Punxsutawney company takes over bus service at IUP
The Indiana County Transit Authority will no longer provide service to Indiana University of Pennsylvania students after it was edged out in the bidding contest for a transportation contract.
Krise Bus Service Inc., a Punxsutawney-based business with a terminal in Indiana, bid about $69,000 to run the Park and Ride line, which has been in existence about 11 years. The authority, known as IndiGo, has run the line since its beginnings.
IndiGo bid about $5,000 more for the nine-month contract, which had previously been year-round. The line will no longer run during the summer.
IndiGo’s buses were made over several years ago, when the green and white vehicles were repainted to maroon and gray, IUP’s colors, to represent the close affiliation. Two bus drivers will have to be laid off as a result of the authority’s losing the contract.
IndiGo Executive Director Gerald Blair said officials were taken aback when they lost the line, which last year generated $97,000 for the authority.
“We weren’t terribly surprised” that the authority lost the contract, Blair said, “(but) we were surprised they decided to award it strictly on low bid since it’s not required by law or by their regulations.”
IUP spokeswoman Michelle Fryling said state law is the reason for awarding the contract to Krise.
“It’s a statewide process,” Fryling said. “We have state regulations for that.”
The contract was put out for bid by the purchasing office.
“I know that IndiGo was clearly upset, certainly,” Fryling said, “(but) they know how the contract is let. The bid process is fairly well understood by bidders.”
“They have every right to accept or reject any part of a bid,” Blair said. “I know they’re in a real bind financially.”
This year, the state has slashed allocations to universities in the State System for Higher Education by about 5 percent.

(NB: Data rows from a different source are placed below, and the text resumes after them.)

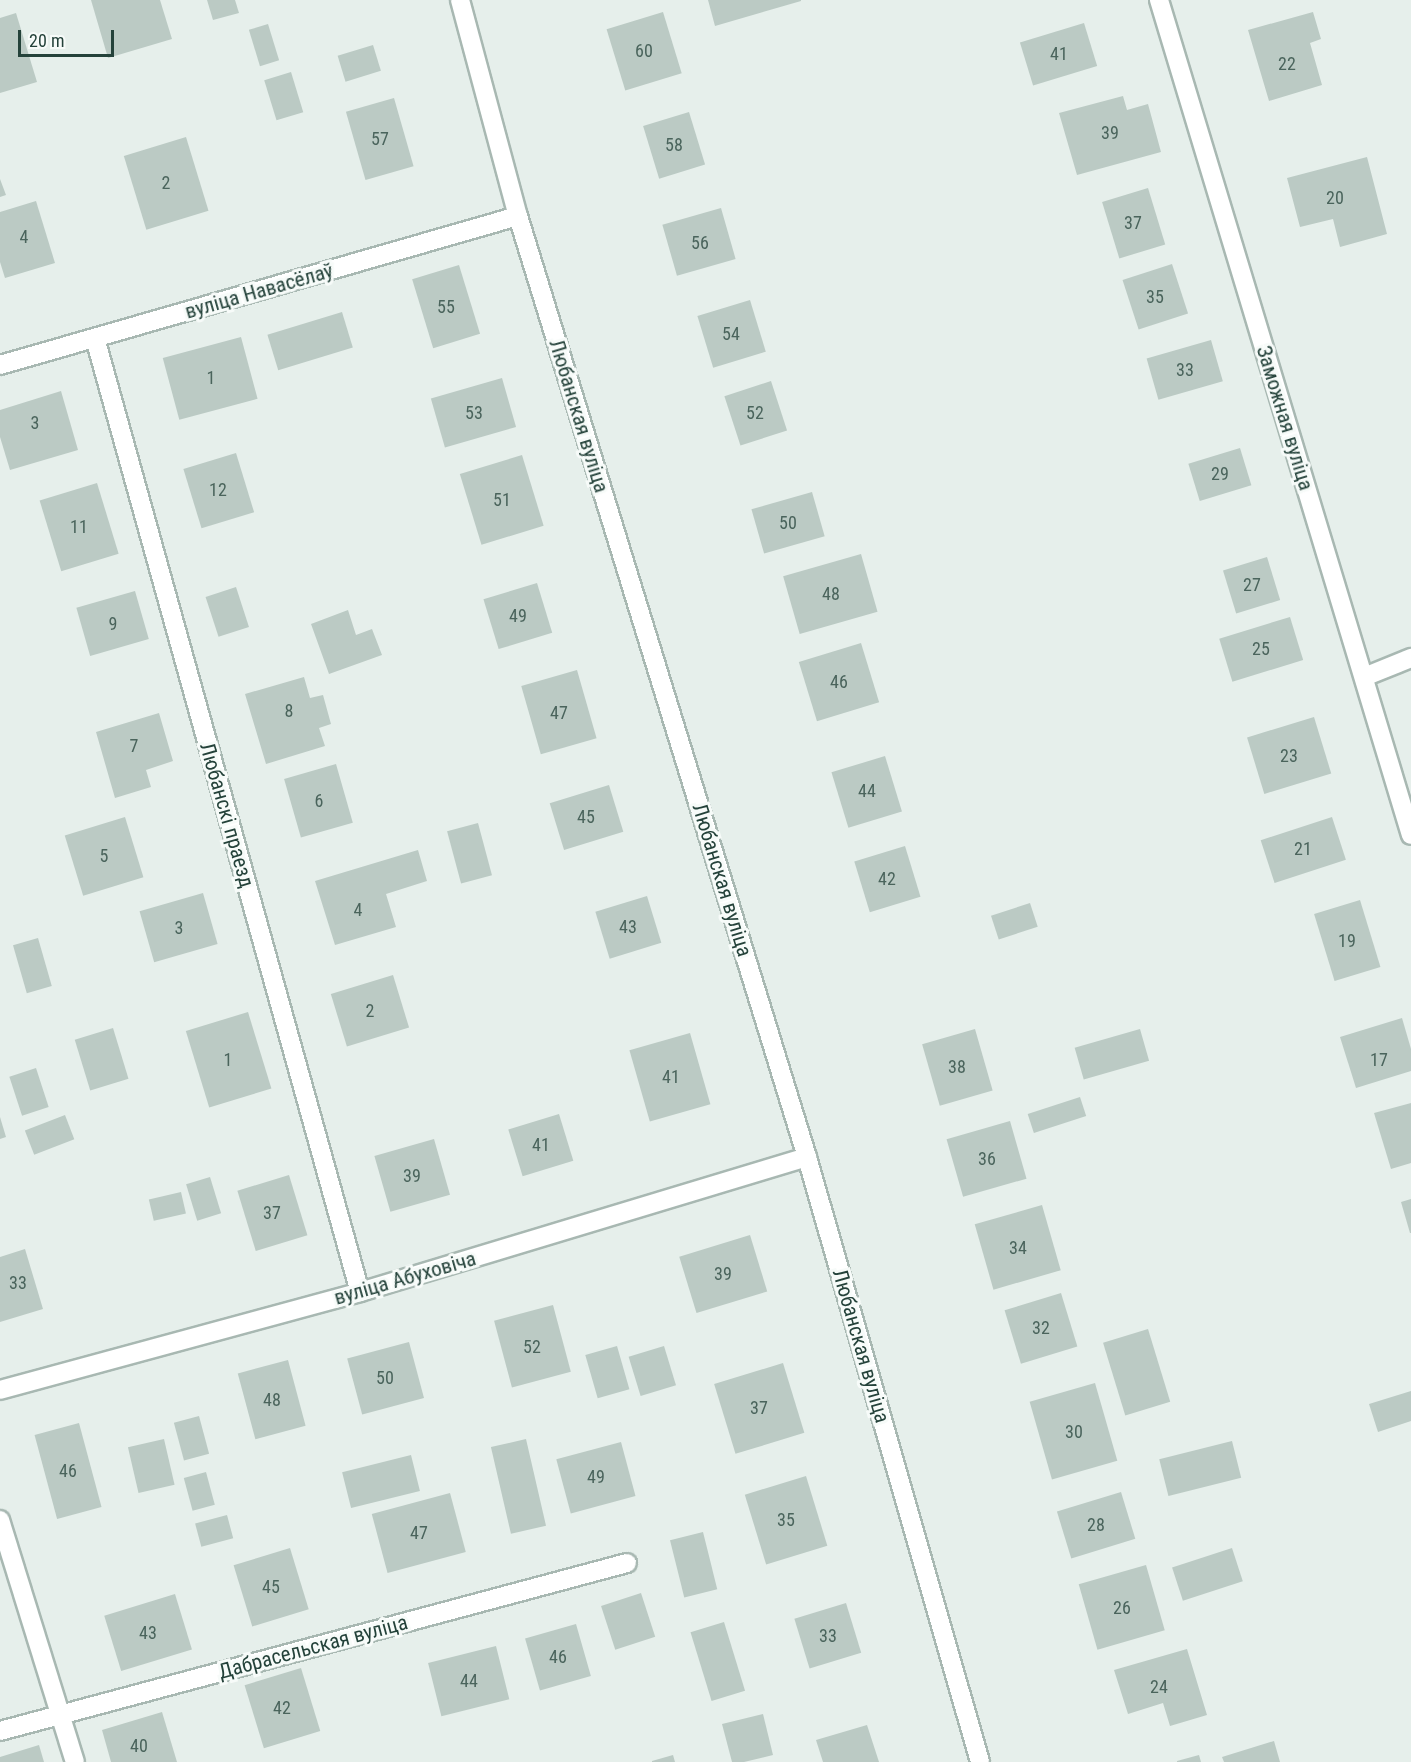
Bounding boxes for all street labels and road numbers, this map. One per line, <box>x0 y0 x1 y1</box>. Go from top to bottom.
street label: вуліца Навасёлаў <box>182 258 336 324</box>
street label: Любанская вуліца <box>544 336 614 496</box>
street label: Заможная вуліца <box>1251 343 1319 493</box>
street label: Любанскі праезд <box>194 740 260 890</box>
street label: Любанская вуліца <box>687 800 757 960</box>
street label: вуліца Абуховіча <box>331 1246 479 1310</box>
street label: Любанская вуліца <box>827 1266 895 1426</box>
street label: Дабрасельская вуліца <box>216 1610 410 1684</box>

Allocations also decreased in the two prior fiscal years.
But IndiGo, like IUP, has also had to deal with some restrictive financial circumstances in recent years. Blair said IndiGo has not received an increase in state funds since 1997, and suffered a 6 percent slash in funding last year.

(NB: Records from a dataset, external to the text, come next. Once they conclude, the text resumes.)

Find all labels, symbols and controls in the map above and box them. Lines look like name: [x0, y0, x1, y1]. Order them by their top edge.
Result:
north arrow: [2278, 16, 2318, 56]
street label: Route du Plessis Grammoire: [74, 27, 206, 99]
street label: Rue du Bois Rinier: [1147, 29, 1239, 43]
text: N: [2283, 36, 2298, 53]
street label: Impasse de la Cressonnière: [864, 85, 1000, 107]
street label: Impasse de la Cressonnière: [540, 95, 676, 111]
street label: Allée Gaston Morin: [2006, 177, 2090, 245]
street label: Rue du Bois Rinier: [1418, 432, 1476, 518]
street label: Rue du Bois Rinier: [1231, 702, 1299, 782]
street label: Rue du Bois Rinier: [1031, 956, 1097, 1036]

Blair said had state allocations been significantly larger, IndiGo would have been able to bid lower. But the authority has been operating the Park and Ride line for about the same amount for five years, while expenses for diesel fuel, compressed natural gas and personnel have risen significantly.
“We simply couldn’t do it at the giveaway price any longer,” said Blair. “That’s just business. I don’t think there’s any bad guys involved.”
Fryling made similar remarks.
“It’s business. It would be financially irresponsible for us to go with the higher bid,” she said.
Though Blair feels that the line’s loss will have an impact, he pointed out that IndiGo still has many lines that run through IUP.
Though they no longer have any direct contracts with the university, Blair said the authority still has a contract with the Student Cooperative Association. That contract allows students who have paid the activity fee to ride for free all over the county.
“It’s a great deal for those that use it, and it doesn’t hurt anyone that doesn’t use it,” Blair said.
IndiGo is also looking into installing more lines in the Blairsville area, where the Wyoming Technical Institute, or Wyotech, is planning to expand. The school that provides training in automotive and diesel mechanics, collision repair and refinishing will nearly double its location size once the expansion is complete.